> REQUIRED WORK
Where the data below has the string "solid", return the whole line.

--- INPUT RECORDS ---

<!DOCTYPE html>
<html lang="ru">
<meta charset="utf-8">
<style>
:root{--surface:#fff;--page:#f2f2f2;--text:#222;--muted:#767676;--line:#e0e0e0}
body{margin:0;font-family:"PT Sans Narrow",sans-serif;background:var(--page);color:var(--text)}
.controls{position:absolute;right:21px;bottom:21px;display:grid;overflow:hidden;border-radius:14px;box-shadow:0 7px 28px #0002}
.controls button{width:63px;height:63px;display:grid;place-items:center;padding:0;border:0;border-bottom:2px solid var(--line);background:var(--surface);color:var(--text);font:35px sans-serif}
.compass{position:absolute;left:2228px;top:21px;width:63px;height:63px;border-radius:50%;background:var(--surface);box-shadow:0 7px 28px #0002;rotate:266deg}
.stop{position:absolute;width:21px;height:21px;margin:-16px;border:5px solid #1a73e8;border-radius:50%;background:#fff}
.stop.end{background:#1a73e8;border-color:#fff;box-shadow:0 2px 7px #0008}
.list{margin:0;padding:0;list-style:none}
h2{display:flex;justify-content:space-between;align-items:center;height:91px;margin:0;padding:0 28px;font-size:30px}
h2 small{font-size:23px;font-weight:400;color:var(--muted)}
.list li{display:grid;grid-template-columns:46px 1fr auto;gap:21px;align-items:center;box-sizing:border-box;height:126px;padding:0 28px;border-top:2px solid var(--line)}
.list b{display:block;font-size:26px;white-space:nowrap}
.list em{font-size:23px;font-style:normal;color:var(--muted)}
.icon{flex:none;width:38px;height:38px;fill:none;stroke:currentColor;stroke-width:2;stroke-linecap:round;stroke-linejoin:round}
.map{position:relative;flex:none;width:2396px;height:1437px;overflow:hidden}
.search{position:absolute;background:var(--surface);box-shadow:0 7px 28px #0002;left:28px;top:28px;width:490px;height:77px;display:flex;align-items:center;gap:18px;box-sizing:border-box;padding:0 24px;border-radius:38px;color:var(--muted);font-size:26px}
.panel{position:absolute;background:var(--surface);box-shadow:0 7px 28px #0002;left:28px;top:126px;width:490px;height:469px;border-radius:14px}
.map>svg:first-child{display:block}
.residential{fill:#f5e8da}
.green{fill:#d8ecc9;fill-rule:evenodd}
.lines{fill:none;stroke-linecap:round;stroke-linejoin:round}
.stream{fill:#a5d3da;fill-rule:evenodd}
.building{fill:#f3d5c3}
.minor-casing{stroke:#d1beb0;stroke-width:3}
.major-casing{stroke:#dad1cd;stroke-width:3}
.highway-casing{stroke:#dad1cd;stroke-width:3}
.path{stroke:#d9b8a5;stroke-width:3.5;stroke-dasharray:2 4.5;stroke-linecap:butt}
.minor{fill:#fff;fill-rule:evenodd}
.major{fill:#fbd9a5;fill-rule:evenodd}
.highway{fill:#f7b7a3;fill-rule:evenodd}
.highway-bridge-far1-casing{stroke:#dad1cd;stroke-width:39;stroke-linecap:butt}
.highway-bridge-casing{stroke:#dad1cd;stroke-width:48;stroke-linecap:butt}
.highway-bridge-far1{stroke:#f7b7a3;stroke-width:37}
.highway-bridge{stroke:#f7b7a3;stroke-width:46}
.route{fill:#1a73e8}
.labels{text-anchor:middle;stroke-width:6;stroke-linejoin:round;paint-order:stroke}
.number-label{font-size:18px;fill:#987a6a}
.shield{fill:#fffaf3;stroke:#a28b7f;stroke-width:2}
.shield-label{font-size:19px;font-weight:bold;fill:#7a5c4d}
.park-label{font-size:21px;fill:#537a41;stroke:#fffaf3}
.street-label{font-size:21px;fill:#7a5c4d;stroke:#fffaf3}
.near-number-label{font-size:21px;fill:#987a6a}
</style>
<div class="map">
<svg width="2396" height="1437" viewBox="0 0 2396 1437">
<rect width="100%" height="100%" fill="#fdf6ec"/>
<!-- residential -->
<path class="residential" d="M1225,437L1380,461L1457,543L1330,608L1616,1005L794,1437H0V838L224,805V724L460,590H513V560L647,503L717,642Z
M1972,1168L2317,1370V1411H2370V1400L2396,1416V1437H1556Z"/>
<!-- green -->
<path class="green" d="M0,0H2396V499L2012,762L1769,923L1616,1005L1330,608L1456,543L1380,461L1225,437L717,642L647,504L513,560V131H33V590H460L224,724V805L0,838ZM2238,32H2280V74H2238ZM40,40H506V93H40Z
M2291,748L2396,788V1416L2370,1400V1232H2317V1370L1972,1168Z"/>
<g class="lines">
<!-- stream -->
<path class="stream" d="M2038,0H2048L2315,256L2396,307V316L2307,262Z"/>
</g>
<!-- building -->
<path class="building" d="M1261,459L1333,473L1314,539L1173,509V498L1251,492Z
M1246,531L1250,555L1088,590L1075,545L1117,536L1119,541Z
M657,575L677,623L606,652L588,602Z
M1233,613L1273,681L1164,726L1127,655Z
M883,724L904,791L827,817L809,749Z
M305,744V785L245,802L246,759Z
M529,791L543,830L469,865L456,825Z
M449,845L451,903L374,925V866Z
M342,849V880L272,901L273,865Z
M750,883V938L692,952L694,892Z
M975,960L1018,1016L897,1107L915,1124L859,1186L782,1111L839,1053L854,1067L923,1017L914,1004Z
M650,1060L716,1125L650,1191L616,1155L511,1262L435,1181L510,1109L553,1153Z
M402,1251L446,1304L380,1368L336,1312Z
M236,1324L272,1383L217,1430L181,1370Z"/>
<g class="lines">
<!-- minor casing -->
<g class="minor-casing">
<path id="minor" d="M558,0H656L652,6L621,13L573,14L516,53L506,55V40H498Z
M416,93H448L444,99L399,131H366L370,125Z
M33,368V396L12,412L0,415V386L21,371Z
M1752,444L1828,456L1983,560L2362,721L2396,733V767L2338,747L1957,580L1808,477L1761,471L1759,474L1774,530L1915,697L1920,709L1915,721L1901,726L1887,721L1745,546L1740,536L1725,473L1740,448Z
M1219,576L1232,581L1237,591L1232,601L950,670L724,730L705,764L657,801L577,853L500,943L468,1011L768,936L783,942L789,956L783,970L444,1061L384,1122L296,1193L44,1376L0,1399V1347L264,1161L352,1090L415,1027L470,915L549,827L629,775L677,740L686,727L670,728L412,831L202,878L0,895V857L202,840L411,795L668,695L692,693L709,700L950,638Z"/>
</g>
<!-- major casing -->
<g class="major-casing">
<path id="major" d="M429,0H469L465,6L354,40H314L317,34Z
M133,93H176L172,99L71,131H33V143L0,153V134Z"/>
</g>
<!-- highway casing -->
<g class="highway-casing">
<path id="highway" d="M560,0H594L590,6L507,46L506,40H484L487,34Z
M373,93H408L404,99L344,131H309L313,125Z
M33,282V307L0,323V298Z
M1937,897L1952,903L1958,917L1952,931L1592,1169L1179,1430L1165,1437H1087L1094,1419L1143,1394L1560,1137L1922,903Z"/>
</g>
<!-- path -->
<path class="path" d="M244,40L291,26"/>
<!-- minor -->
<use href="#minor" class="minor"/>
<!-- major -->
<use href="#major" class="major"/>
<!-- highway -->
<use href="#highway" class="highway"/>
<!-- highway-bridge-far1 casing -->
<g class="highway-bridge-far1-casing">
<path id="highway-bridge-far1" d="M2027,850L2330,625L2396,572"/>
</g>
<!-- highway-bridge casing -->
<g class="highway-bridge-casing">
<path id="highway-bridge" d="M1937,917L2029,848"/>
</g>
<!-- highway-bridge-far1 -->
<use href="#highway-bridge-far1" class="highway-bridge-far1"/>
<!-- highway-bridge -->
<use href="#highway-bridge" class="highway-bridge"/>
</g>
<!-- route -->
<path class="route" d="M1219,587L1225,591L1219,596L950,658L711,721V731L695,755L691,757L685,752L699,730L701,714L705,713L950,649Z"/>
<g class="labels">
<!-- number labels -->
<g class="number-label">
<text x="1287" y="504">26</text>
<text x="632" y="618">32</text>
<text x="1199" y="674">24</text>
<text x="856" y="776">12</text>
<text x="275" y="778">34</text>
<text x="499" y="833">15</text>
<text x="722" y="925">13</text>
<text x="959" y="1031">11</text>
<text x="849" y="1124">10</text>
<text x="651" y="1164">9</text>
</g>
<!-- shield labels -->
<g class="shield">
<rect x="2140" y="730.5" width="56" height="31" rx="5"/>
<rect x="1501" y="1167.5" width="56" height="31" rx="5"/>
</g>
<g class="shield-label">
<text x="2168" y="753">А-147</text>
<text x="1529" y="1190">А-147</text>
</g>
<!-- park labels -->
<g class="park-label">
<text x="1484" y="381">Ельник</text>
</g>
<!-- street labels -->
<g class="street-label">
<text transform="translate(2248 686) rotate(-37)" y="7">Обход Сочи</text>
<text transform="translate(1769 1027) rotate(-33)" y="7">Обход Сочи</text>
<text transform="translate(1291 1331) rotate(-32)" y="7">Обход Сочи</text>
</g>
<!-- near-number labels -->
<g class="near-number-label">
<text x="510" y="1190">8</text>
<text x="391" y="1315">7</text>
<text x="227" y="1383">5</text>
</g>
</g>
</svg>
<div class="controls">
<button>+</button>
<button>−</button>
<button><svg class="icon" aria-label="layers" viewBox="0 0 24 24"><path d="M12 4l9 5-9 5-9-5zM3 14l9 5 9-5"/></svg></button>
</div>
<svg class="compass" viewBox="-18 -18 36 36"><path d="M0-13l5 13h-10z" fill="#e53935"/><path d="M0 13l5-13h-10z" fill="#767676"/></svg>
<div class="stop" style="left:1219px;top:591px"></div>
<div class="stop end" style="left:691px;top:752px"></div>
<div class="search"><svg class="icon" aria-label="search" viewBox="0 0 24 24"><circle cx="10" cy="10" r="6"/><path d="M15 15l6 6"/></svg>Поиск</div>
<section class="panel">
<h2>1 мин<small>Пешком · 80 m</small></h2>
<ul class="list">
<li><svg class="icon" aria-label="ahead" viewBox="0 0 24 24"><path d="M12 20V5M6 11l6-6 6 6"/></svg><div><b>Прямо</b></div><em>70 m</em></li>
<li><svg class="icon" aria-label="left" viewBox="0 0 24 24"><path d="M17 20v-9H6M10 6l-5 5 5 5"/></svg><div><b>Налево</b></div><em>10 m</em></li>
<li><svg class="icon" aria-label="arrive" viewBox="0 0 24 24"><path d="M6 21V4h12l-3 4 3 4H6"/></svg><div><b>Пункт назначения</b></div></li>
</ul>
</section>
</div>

---

> TASK ANSWER
.controls button{width:63px;height:63px;display:grid;place-items:center;padding:0;border:0;border-bottom:2px solid var(--line);background:var(--surface);color:var(--text);font:35px sans-serif}
.stop{position:absolute;width:21px;height:21px;margin:-16px;border:5px solid #1a73e8;border-radius:50%;background:#fff}
.list li{display:grid;grid-template-columns:46px 1fr auto;gap:21px;align-items:center;box-sizing:border-box;height:126px;padding:0 28px;border-top:2px solid var(--line)}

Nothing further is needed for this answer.